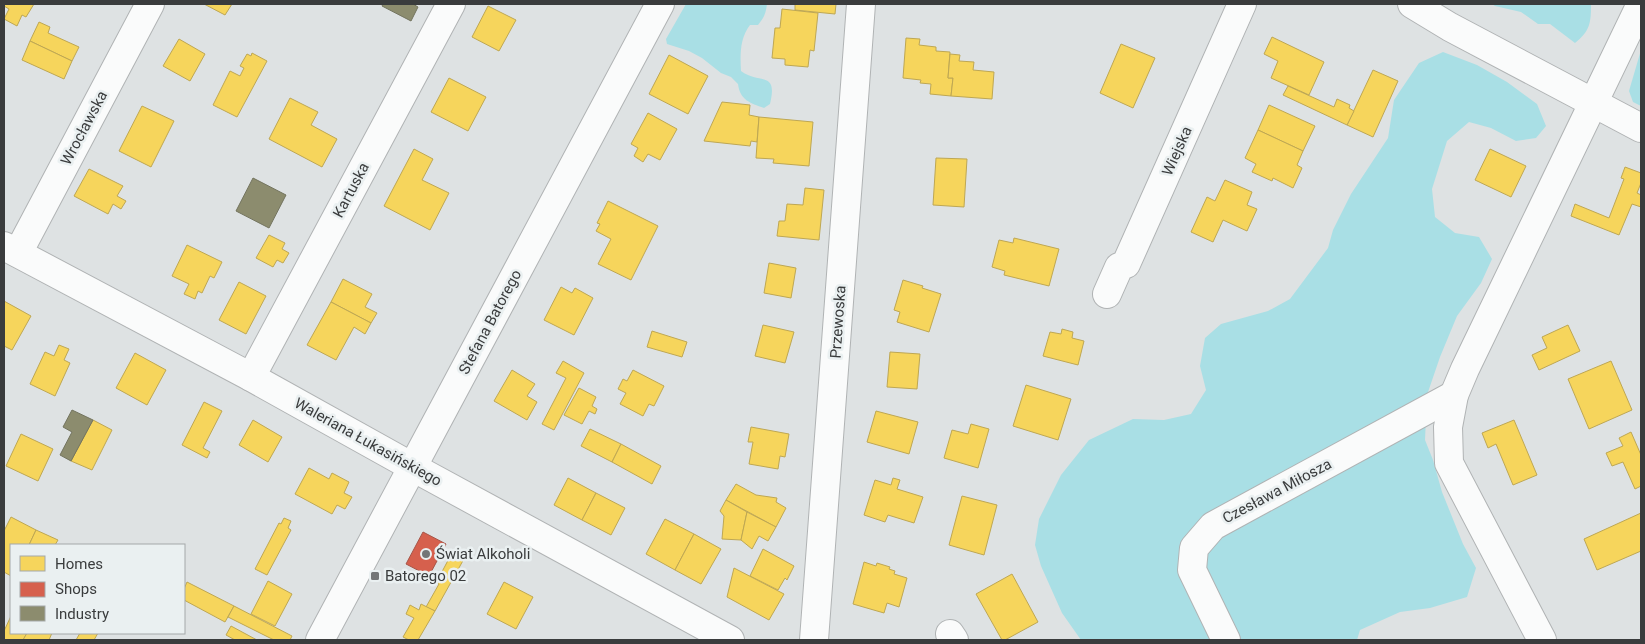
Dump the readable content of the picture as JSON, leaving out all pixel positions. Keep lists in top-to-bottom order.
{
  "streets": {
    "street": [
      "Wrocławska",
      "Wiejska",
      "Kartuska",
      "Stefana Batorego",
      "Przewoska",
      "Waleriana Łukasińskiego",
      "Czesława Miłosza"
    ]
  },
  "crossings": [
    ["Wrocławska", "Waleriana Łukasińskiego"],
    ["Kartuska", "Waleriana Łukasińskiego"],
    ["Stefana Batorego", "Waleriana Łukasińskiego"]
  ],
  "places": {
    "other": ["Świat Alkoholi"],
    "transit": ["Batorego 02"]
  },
  "legend": ["Homes", "Shops", "Industry"]
}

- **WORK ITEM**
Copy out all the data exactly; skip the pictures.

- **TASK ANSWER**
Dump the readable content of the picture as JSON, leaving out all pixel positions. Keep lists in top-to-bottom order.
{
  "streets": {
    "street": [
      "Wrocławska",
      "Wiejska",
      "Kartuska",
      "Stefana Batorego",
      "Przewoska",
      "Waleriana Łukasińskiego",
      "Czesława Miłosza"
    ]
  },
  "crossings": [
    ["Wrocławska", "Waleriana Łukasińskiego"],
    ["Kartuska", "Waleriana Łukasińskiego"],
    ["Stefana Batorego", "Waleriana Łukasińskiego"]
  ],
  "places": {
    "other": ["Świat Alkoholi"],
    "transit": ["Batorego 02"]
  },
  "legend": ["Homes", "Shops", "Industry"]
}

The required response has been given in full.